Recorded data
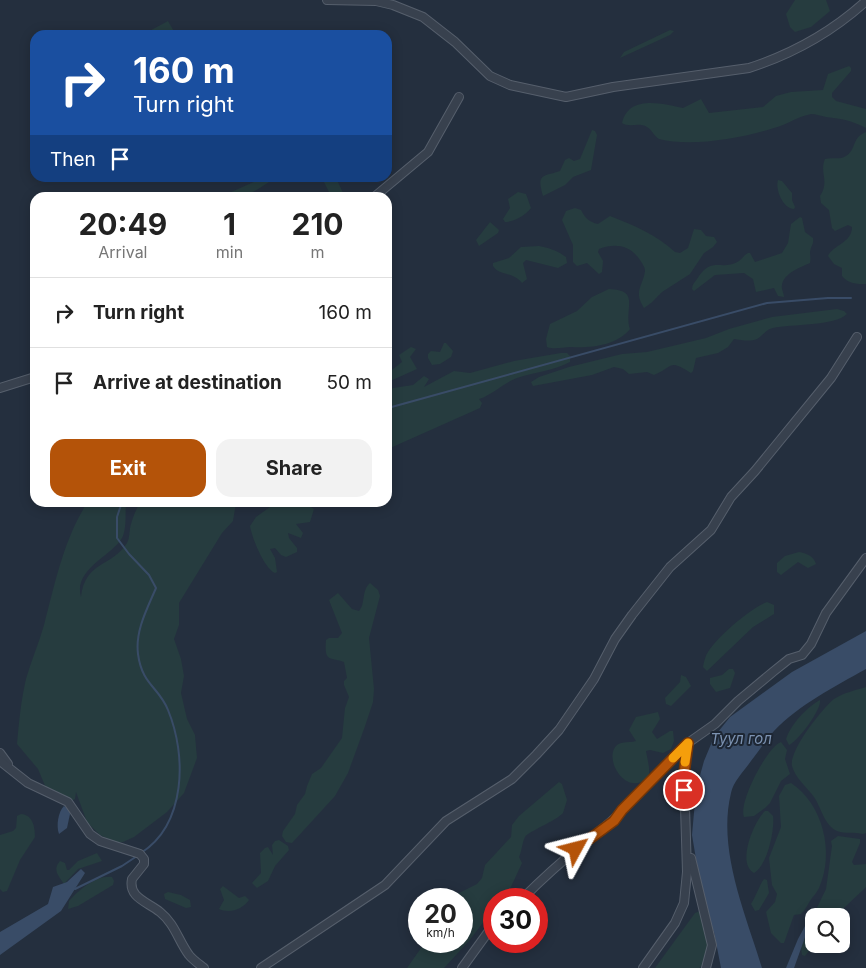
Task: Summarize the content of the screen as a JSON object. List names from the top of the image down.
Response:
{
  "water": ["Туул гол"],
  "page": {
    "turn": ["160 m", "Turn right"],
    "then": "Then",
    "eta": [
      "20:49",
      "Arrival",
      "1",
      "min",
      "210",
      "m"
    ],
    "list": [
      {
        "name": "Turn right",
        "value": "160 m"
      },
      {
        "name": "Arrive at destination",
        "value": "50 m"
      }
    ],
    "buttons": ["Exit", "Share"],
    "speed": "20 km/h",
    "limit": "30"
  }
}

▸ Exercise requirements:
Every entry above is to be repeated word for word, with all pictures omitted.

▸ Solution for this problem:
Task: Summarize the content of the screen as a JSON object. List names from the top of the image down.
Response:
{
  "water": ["Туул гол"],
  "page": {
    "turn": ["160 m", "Turn right"],
    "then": "Then",
    "eta": [
      "20:49",
      "Arrival",
      "1",
      "min",
      "210",
      "m"
    ],
    "list": [
      {
        "name": "Turn right",
        "value": "160 m"
      },
      {
        "name": "Arrive at destination",
        "value": "50 m"
      }
    ],
    "buttons": ["Exit", "Share"],
    "speed": "20 km/h",
    "limit": "30"
  }
}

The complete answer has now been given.